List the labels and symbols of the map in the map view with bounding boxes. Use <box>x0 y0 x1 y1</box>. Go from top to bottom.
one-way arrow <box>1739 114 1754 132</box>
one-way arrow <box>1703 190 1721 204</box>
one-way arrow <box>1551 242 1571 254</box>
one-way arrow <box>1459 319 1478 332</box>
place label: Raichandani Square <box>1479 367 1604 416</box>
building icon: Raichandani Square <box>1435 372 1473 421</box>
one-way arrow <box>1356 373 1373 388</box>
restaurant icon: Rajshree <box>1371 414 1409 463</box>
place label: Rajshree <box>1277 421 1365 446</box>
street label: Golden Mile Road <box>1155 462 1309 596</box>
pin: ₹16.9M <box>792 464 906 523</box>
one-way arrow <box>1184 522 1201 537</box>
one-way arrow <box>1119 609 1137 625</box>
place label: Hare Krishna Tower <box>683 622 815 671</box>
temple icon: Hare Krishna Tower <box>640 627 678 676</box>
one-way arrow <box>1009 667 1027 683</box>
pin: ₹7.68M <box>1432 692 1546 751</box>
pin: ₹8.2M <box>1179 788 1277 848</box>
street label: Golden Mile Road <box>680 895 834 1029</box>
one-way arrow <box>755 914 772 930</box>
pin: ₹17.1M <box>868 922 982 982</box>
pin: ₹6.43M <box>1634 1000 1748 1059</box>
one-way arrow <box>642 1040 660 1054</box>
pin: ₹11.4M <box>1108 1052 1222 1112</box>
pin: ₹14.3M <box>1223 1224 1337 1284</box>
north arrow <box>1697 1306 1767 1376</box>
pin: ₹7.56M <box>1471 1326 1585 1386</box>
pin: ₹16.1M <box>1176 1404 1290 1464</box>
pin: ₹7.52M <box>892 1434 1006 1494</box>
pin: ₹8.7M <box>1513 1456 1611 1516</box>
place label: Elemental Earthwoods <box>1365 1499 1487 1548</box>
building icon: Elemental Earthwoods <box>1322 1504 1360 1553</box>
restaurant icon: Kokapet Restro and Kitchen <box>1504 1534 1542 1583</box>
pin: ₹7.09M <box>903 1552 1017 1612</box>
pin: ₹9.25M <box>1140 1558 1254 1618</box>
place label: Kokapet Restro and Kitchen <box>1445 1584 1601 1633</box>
================
§ **Problem statement**:
Scan the entries above and work out how many lines include the word "Elemental"; the reply is that number alone.

§ **Response to this task**:
2